**Work instructions**
Nothing but a number should be written: the count of lines below that contain "Warszawskiego".

*** Opening Materials provided ***

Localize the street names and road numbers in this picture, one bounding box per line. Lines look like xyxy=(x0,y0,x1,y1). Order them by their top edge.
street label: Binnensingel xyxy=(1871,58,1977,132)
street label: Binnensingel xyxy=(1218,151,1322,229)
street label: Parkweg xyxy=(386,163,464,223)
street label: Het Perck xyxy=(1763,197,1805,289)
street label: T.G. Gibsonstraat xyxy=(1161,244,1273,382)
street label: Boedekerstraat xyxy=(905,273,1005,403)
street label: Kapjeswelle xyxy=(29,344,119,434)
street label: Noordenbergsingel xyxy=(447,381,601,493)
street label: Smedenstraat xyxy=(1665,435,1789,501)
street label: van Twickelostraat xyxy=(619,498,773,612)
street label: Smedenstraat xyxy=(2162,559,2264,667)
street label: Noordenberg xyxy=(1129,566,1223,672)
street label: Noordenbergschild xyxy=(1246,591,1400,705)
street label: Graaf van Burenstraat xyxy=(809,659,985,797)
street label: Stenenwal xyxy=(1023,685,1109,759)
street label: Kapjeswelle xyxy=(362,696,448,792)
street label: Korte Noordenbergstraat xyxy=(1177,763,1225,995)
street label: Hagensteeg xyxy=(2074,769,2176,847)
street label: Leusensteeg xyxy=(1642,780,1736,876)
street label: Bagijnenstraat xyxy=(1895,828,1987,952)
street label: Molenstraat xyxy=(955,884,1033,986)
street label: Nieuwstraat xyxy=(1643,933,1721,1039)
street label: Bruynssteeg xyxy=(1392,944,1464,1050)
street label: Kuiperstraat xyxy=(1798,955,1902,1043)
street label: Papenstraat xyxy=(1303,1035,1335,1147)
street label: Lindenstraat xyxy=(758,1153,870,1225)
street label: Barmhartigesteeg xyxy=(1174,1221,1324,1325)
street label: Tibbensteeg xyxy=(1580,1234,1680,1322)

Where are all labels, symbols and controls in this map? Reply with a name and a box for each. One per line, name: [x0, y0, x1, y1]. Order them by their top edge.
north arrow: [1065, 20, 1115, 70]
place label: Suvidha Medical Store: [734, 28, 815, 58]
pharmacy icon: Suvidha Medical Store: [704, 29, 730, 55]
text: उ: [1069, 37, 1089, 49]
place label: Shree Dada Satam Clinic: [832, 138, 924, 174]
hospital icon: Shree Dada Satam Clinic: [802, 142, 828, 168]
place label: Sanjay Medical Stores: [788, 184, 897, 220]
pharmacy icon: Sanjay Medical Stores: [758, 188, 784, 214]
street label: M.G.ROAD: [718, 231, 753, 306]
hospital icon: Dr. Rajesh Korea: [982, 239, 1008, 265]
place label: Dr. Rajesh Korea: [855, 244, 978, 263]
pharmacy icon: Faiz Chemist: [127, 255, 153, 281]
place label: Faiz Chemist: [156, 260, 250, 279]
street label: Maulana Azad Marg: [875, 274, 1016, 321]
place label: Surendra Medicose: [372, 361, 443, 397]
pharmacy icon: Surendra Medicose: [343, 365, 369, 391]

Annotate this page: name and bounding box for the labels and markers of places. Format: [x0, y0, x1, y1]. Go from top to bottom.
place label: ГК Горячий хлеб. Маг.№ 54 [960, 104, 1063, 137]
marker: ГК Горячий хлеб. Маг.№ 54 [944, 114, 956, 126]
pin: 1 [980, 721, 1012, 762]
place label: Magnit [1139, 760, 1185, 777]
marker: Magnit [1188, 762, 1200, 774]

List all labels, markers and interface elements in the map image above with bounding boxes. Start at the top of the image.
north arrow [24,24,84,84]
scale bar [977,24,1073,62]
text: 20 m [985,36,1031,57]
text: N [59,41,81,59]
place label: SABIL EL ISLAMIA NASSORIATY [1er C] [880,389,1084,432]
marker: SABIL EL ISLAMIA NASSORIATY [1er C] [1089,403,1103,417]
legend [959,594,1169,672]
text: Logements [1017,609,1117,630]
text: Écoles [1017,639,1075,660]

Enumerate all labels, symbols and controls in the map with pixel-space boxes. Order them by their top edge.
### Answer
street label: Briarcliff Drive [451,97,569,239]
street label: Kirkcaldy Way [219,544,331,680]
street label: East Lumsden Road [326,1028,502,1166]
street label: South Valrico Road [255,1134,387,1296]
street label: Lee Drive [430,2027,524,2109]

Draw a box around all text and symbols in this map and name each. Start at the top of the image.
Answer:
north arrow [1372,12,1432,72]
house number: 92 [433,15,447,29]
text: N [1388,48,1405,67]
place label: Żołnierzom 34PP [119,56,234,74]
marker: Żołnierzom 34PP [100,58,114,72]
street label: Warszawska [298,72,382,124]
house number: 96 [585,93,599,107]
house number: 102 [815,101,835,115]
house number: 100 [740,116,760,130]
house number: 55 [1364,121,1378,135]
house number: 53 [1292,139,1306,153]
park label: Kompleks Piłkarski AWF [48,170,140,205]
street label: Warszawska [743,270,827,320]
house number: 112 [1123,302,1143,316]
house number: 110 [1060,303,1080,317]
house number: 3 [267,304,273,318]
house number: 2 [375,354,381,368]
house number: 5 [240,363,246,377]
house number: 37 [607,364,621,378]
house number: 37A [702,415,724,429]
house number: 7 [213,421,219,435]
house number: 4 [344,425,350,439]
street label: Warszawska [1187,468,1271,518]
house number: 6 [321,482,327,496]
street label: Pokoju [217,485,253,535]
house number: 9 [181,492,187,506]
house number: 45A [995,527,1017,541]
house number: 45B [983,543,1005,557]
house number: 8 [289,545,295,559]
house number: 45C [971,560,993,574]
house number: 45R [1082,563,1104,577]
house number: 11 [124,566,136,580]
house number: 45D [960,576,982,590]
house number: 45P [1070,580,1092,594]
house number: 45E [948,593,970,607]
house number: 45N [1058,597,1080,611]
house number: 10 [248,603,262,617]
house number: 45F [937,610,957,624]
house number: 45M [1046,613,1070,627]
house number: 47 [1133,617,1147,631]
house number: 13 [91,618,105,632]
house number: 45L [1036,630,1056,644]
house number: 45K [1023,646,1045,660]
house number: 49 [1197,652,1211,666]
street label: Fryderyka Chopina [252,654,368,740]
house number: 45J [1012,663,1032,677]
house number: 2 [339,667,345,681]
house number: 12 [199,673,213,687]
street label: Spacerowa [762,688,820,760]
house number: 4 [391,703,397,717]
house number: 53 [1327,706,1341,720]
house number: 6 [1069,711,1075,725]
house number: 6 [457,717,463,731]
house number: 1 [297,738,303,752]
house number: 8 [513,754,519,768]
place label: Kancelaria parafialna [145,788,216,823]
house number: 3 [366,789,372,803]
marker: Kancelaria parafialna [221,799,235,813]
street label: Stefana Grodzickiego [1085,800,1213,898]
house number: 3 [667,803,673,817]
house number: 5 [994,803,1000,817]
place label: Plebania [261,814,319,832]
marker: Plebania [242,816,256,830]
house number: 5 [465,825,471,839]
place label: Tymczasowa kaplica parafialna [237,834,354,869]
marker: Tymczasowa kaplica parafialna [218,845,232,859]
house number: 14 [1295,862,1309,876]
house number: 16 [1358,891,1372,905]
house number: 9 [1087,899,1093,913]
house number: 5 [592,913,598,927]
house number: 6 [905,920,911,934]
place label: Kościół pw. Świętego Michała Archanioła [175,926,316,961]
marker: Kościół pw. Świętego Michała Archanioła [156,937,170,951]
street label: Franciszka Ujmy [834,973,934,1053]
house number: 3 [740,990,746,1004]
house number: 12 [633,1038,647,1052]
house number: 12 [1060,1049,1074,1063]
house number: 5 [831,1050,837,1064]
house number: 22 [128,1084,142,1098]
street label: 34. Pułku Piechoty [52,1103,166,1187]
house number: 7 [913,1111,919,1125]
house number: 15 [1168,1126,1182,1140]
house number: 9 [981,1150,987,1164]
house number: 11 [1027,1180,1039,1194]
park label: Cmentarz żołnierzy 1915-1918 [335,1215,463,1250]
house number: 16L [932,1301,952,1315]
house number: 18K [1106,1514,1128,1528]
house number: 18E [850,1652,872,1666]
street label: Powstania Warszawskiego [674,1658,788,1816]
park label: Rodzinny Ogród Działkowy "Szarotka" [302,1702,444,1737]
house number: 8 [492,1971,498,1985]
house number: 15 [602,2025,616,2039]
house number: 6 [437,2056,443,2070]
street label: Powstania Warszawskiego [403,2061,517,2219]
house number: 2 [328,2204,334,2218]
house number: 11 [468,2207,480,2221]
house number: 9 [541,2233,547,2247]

*** Closing Materials provided ***

**Result**
2